Plato’s idea of literature as a privileged site for the study of human passions recurs in many ancient cultures. In his study Emotions: A Brief History Keith Oatley examines the Indian aesthetic theory of the rasas, which is traditionally believed to have originated from the works of the playwright and musicologist Bharata Muni (who is said to have lived between 400 and 100 BCE). According to this theory, theatre allows the spectator to experience the passions performed on stage: empathy triggers emotions – rasas in Sanskrit – that resemble those represented by the actors, but are not identical. Indeed, while everyday feelings are often opaque and difficult to comprehend, the rasas are limpid emotions, which the spectator can savour and learn to master, thanks to aesthetic distance. Each major emotion corresponds to a particular genre: the amorous explores delight; the comic prompts laughter; the pitiable or tragic evokes sorrow, and so ← 2 | 3 → on.2 Aristotle, who holds a very similar view, famously writes in his Poetics (49b 24–28) that the purpose of tragedy is catharsis, which the spectator experiences through the emotions of pity and fear.

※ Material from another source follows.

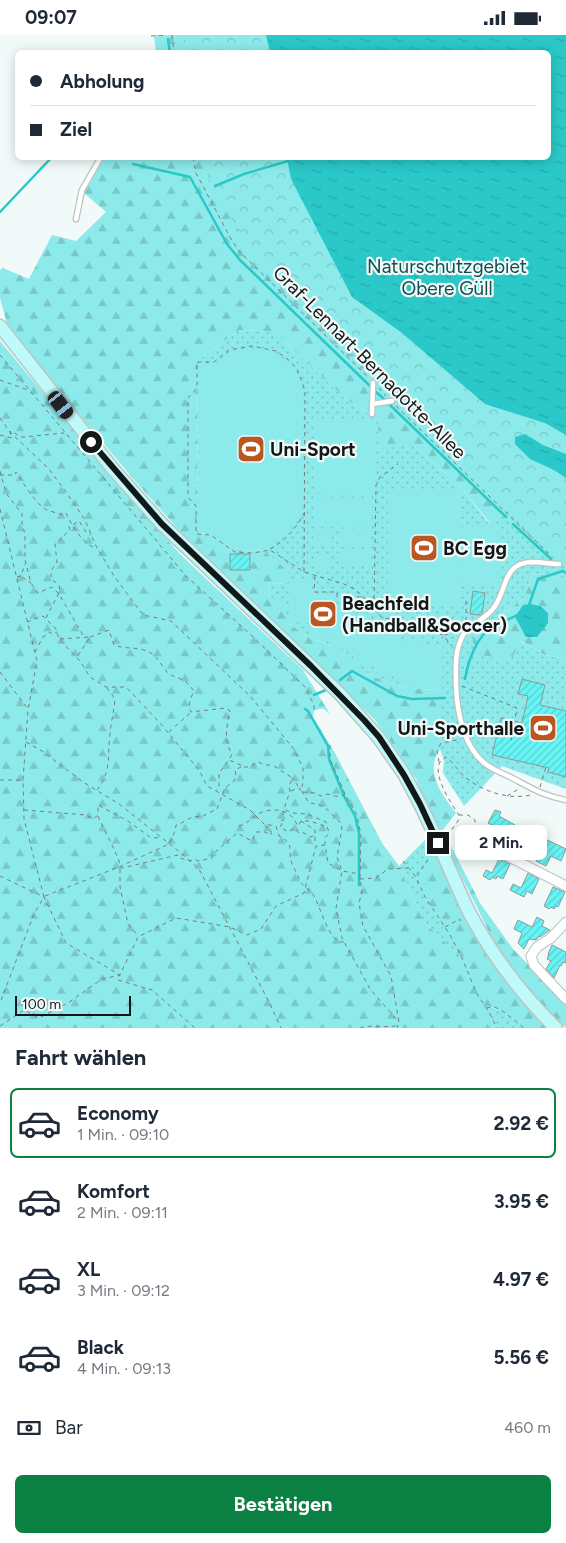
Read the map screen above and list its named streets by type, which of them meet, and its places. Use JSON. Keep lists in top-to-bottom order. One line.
{"streets":{"path":["Graf-Lennart-Bernadotte-Allee"]},"parks":["Naturschutzgebiet Obere Güll"],"places":{"sports":["Uni-Sport","BC Egg","Beachfeld (Handball&Soccer)","Uni-Sporthalle"]},"scale_bar":"100 m","page":{"status":"09:07","banner":["Abholung","Ziel"],"bubble":"2 Min.","scale":"100 m","heading":"Fahrt wählen","list":[{"name":"Economy","note":"1 Min. · 09:10","value":"2.92 €"},{"name":"Komfort","note":"2 Min. · 09:11","value":"3.95 €"},{"name":"XL","note":"3 Min. · 09:12","value":"4.97 €"},{"name":"Black","note":"4 Min. · 09:13","value":"5.56 €"}],"pay":["Bar","460 m"],"buttons":"Bestätigen"}}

Yet the relation between literature and passion transcends the experience of intentional or unintentional emotional catharsis. ‘In literature’, writes Philip Fisher, ‘the passions are not present merely as incidents; that is, as certain kinds of moments alongside other important moments like choosing, perceiving, remembering, talking, or acting.’3 The passions – or, as we tend to call them today, emotional life – are the foundation of human experience. And literature, which is primarily concerned with human life, thus narrates the passions, since ‘the nature of having an experience, per se, has close ties to what we mean by a passion, as the Greek word páthe shows in meaning both passion and experience’.4 It should therefore not surprise us that philosophers who write about the passions, from Aristotle and Plato to the present, often draw their examples from literature, focusing on particular scenes in canonical texts (Homer, the Greek tragedies, but also, subsequently, Shakespeare and the modern novel) or on entire literary genres and on their privileged relation with specific human passions. Comedy, according to this tradition, is the genre devoted to amorous passion; elegy relates to mourning; the epic focuses on courage, wrath, fear and so on.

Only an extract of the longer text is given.